My educated guess is that almost half of all big business now pays no income tax and those that do mostly pay much less than the nominal 30 percent headline rate.
Now the Australian Tax Office has begun doing some tax gap analysis which compares economic activity to revenue collected. And the figures might be showing big business is rorting the system.
Michael D’Ascenzo, the Commissioner of Taxation until 2 January, has in the past talked about possible ”fragility” in the company tax system. Profits have gone up but company tax has gone down in the years after the GFC. We may hear more of the tax gap – the difference between profit in the economy and tax paid on it, a difference that appears to be widening as profits increase and the amount paid as company tax falls.

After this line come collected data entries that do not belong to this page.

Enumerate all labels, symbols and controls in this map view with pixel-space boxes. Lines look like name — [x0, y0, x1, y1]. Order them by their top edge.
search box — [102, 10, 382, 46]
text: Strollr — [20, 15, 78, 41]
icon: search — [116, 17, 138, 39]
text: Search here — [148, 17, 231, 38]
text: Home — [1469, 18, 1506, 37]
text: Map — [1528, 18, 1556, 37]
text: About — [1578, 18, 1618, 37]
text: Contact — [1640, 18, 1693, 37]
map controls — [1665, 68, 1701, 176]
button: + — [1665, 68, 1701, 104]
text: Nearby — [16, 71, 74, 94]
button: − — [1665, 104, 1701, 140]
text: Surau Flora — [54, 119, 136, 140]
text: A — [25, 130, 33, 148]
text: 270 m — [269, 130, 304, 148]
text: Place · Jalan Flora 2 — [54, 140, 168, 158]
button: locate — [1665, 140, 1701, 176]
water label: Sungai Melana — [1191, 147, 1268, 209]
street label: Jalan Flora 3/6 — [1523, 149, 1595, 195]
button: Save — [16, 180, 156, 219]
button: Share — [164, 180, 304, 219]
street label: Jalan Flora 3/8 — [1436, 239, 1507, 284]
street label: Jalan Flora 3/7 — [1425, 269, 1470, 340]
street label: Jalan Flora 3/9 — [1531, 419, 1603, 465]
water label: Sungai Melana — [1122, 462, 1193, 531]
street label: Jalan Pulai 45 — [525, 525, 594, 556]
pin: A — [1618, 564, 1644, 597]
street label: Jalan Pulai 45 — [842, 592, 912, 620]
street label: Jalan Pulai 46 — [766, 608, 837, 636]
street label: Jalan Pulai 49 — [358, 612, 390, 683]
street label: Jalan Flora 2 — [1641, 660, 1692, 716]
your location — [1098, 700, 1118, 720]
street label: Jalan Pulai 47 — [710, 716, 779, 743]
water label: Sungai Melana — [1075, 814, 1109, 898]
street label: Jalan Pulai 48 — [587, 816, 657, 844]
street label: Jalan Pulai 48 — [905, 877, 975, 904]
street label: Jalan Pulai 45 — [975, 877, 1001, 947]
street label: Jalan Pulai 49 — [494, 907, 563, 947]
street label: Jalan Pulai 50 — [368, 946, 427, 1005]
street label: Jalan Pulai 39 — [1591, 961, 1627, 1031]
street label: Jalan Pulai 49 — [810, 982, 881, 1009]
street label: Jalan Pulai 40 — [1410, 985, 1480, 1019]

Part of that widening gap could be because of the mining boom. There could be bigger profits but huge capital deductions offsetting them for many years. But tax avoidance is I believe also a big part of the explanation, as are generous deductions to business which could be abolished and still business would invest.
Of late too the ATO has been losing tax avoidance case after tax avoidance case. The High Court judges have a free market world view and any restrictions on the market see them searching for gaps in the anti-avoidance legislation. They find them and the revenue loses billions.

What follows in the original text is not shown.